# [Collected data]
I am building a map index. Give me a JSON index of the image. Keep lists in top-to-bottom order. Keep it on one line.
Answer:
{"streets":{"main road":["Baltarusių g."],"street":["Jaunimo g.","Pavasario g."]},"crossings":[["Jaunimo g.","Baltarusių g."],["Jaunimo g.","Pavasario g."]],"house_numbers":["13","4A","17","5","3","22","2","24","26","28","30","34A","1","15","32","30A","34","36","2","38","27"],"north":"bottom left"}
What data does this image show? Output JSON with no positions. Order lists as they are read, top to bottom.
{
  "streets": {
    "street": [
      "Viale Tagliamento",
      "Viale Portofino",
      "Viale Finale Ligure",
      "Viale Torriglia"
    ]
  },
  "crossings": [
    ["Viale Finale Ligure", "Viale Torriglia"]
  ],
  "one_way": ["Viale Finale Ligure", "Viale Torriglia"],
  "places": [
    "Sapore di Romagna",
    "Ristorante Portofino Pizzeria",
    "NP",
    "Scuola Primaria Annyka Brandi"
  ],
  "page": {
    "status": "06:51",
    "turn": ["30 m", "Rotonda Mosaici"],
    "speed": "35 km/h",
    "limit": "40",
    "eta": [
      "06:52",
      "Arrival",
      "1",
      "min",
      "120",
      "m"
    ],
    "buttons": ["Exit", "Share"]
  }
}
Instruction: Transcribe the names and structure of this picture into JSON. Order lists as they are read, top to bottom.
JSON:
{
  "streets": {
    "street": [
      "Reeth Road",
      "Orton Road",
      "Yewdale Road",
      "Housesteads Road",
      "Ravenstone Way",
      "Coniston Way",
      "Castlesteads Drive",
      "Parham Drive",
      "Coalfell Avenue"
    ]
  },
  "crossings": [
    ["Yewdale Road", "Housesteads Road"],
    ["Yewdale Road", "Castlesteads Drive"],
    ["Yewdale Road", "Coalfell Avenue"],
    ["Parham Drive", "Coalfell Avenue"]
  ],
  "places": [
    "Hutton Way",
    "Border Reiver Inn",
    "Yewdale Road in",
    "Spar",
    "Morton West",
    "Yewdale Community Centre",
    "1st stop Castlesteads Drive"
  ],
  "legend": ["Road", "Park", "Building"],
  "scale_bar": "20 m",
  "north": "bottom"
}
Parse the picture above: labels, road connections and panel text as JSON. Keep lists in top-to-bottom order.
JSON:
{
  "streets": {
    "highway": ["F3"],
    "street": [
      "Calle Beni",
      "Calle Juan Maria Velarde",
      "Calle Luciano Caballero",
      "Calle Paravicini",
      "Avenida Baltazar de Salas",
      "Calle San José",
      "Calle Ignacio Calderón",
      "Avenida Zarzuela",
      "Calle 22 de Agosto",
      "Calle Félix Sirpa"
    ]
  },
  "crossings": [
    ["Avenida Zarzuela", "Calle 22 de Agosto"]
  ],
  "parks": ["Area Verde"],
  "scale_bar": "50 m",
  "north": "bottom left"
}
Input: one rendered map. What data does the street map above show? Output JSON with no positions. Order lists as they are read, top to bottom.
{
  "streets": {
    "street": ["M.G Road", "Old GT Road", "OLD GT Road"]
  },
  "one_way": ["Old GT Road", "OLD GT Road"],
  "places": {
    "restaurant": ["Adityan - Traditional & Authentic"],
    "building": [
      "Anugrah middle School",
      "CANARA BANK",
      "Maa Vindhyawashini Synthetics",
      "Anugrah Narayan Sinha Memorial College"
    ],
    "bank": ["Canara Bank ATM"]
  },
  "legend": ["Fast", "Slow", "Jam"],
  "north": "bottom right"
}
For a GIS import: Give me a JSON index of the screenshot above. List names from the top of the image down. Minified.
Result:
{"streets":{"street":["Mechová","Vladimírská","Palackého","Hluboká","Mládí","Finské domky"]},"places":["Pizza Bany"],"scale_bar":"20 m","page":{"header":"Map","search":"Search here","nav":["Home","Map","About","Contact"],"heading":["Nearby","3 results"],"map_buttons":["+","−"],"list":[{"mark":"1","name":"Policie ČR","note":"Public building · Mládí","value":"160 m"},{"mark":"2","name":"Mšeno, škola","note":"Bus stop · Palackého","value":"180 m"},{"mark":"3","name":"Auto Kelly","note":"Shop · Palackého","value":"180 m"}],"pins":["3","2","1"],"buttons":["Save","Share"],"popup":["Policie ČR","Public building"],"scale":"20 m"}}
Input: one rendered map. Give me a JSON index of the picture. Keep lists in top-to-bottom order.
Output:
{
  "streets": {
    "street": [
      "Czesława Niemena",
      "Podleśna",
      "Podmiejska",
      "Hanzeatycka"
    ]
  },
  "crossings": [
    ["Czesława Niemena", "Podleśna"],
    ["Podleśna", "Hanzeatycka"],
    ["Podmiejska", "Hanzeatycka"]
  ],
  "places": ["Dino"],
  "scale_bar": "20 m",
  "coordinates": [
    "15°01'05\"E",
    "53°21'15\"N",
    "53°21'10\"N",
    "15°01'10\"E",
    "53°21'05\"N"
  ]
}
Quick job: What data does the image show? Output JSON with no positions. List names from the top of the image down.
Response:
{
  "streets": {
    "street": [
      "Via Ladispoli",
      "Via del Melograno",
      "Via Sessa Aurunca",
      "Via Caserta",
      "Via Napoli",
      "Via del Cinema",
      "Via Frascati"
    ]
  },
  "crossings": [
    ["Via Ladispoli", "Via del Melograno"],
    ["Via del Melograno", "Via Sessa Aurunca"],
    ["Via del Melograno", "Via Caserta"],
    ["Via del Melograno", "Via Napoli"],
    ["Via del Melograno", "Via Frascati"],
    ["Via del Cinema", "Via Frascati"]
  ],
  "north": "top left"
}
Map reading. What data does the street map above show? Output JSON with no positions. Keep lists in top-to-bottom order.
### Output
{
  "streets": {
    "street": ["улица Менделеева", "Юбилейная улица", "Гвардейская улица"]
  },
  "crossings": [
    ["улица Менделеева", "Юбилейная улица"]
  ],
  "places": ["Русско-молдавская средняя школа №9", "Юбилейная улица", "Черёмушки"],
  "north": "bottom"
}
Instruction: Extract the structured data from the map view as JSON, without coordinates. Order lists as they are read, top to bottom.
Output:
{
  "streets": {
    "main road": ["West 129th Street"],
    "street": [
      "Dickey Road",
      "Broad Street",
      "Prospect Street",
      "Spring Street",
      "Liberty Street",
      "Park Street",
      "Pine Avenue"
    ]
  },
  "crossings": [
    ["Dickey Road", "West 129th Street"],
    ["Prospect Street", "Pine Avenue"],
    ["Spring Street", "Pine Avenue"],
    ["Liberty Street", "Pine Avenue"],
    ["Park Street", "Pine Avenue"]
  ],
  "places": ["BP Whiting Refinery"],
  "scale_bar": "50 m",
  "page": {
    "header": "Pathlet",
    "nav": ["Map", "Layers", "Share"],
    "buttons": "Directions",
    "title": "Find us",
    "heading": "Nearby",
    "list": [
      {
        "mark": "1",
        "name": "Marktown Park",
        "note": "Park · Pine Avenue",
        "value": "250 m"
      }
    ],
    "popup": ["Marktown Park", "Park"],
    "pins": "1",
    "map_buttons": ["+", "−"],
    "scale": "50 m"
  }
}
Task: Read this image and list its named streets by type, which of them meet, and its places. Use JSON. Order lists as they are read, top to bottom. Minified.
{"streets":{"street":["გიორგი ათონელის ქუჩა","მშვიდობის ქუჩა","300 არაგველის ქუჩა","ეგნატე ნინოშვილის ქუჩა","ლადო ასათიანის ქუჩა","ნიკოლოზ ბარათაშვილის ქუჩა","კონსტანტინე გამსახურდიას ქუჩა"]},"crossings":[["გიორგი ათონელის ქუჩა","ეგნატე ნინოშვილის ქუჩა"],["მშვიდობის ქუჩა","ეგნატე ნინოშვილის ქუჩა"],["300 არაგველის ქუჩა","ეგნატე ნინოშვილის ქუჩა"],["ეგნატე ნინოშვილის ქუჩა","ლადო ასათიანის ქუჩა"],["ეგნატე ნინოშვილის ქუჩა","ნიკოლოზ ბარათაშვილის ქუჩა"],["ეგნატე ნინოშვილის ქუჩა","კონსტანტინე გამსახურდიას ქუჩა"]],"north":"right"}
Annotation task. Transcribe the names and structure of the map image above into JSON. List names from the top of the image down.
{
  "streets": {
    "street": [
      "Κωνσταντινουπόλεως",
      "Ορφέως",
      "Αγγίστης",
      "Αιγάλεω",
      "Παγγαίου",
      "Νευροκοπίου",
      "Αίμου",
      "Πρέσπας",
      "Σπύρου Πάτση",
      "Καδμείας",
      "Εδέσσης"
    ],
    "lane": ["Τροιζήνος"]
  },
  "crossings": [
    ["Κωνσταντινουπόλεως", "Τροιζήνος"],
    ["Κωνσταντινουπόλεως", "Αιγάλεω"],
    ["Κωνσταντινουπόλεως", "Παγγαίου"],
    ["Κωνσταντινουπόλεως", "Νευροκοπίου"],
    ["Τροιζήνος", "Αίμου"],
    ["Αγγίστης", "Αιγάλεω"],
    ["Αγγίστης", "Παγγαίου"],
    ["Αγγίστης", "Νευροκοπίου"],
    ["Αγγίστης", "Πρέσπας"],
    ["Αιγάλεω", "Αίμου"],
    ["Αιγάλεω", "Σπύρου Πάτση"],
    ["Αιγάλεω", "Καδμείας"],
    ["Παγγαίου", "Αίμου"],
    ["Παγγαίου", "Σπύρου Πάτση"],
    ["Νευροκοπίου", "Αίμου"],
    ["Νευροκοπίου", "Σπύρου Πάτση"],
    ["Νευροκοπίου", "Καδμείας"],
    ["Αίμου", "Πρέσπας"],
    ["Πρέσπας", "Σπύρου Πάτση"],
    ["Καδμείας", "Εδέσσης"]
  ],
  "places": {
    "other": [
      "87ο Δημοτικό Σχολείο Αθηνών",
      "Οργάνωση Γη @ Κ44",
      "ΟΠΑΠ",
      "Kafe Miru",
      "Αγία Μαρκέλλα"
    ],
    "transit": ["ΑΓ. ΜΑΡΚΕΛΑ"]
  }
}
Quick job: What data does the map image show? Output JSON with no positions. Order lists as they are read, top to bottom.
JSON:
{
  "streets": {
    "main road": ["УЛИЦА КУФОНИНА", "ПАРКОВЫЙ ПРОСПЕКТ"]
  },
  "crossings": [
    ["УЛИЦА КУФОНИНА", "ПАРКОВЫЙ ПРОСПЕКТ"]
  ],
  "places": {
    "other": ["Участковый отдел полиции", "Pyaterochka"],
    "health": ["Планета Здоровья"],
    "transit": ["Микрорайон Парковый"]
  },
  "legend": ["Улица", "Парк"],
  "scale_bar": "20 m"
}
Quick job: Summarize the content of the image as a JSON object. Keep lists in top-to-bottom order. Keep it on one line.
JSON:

# [The task]
Look through the entries above and list every line containing "Quick".

# [Task response]
Quick job: What data does the image show? Output JSON with no positions. List names from the top of the image down.
Quick job: What data does the map image show? Output JSON with no positions. Order lists as they are read, top to bottom.
Quick job: Summarize the content of the image as a JSON object. Keep lists in top-to-bottom order. Keep it on one line.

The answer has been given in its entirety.